The health-care staff received the answers from the parents for all 23 test items. Parents were told that they had to answer all the questions as “yes” or “no,” and if they were unsure about the answer, it was explained to them that they should choose the most appropriate answer for their child. The health-care staff first read the items, and if the parents could not adequately understand the questions, the staff member explained further.

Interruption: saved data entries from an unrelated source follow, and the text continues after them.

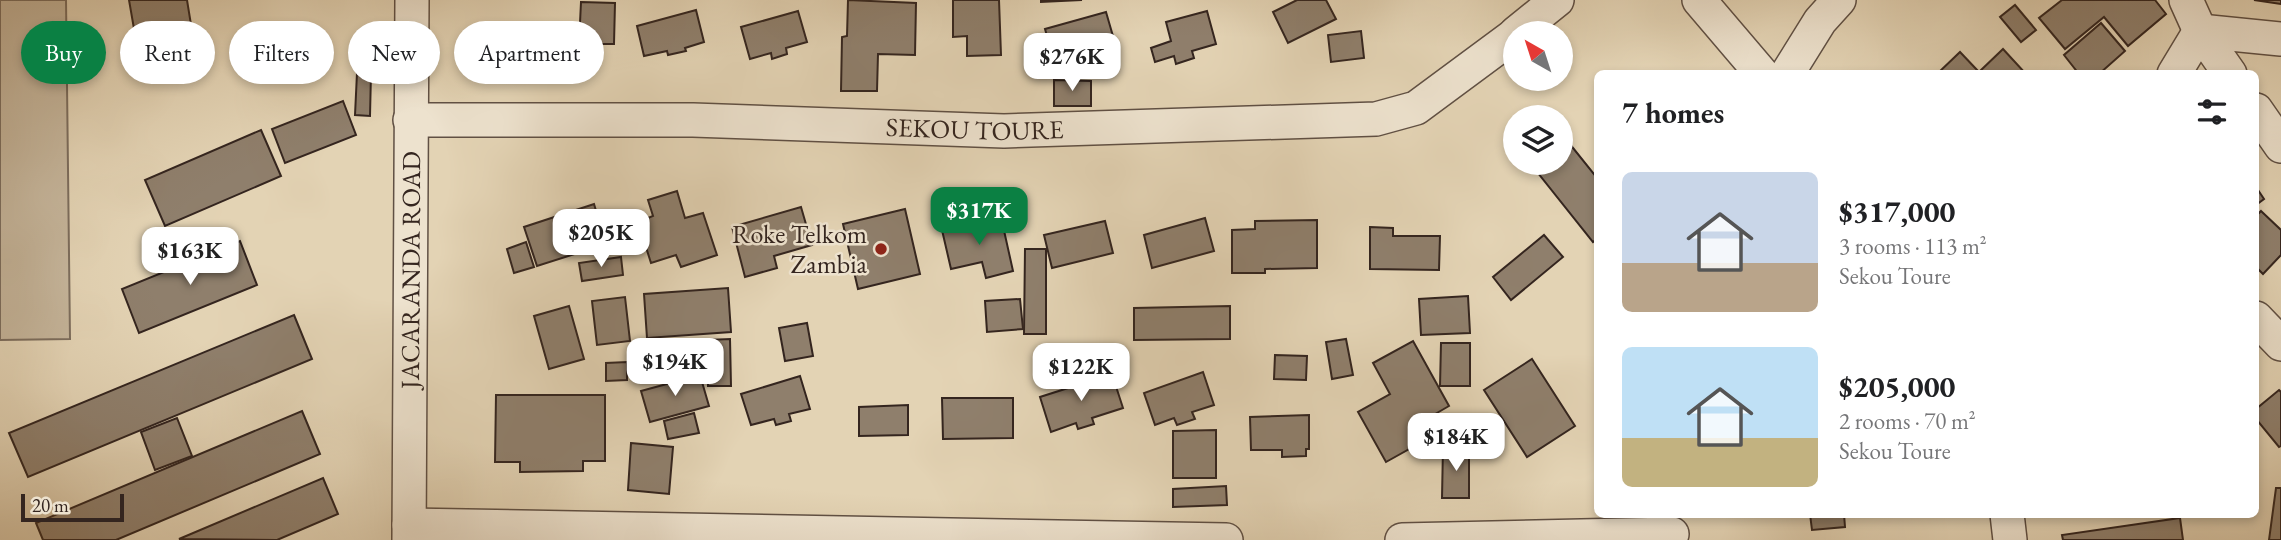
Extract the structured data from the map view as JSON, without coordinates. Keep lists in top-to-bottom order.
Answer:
{
  "streets": {
    "street": ["SEKOU TOURE", "JACARANDA ROAD"]
  },
  "crossings": [
    ["SEKOU TOURE", "JACARANDA ROAD"]
  ],
  "places": ["Roke Telkom Zambia"],
  "scale_bar": "20 m",
  "north": "top left",
  "page": {
    "chip": [
      "Buy",
      "Rent",
      "Filters",
      "New",
      "Apartment"
    ],
    "price": [
      "$276K",
      "$317K",
      "$205K",
      "$163K",
      "$194K",
      "$122K",
      "$184K"
    ],
    "heading": "7 homes",
    "list": [
      {
        "name": "$317,000",
        "note": "3 rooms · 113 m² · Sekou Toure"
      },
      {
        "name": "$205,000",
        "note": "2 rooms · 70 m² · Sekou Toure"
      }
    ],
    "scale": "20 m"
  }
}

The M-CHAT questionnaires were scored by the first author (B.K.). All available subjects in the high-risk group (n = 60) and a random sample of the low-risk group (120 subjects) were invited to a clinical evaluation. All families who were invited to the clinical evaluation accepted the offer of evaluation. In addition to applying Diagnostic and Statistical Manual of Mental Disorders (4th ed., text revision; DSM-IV-TR) criteria, the Childhood Autism Rating Scale (CARS) was applied to measure the severity of autistic symptoms. CARS is the sole instrument for measuring the severity of autistic symptoms that has been validated in Turkish (İncekas et al., 2009). The clinical evaluation was done at least 6 months after the M-CHAT was completed, when the children were at least 2 years of age. Although the clinical evaluation was done 6 months after the M-CHAT, these children were in routine follow-up in the child neurology clinic and were referred to educational programs by their own physicians.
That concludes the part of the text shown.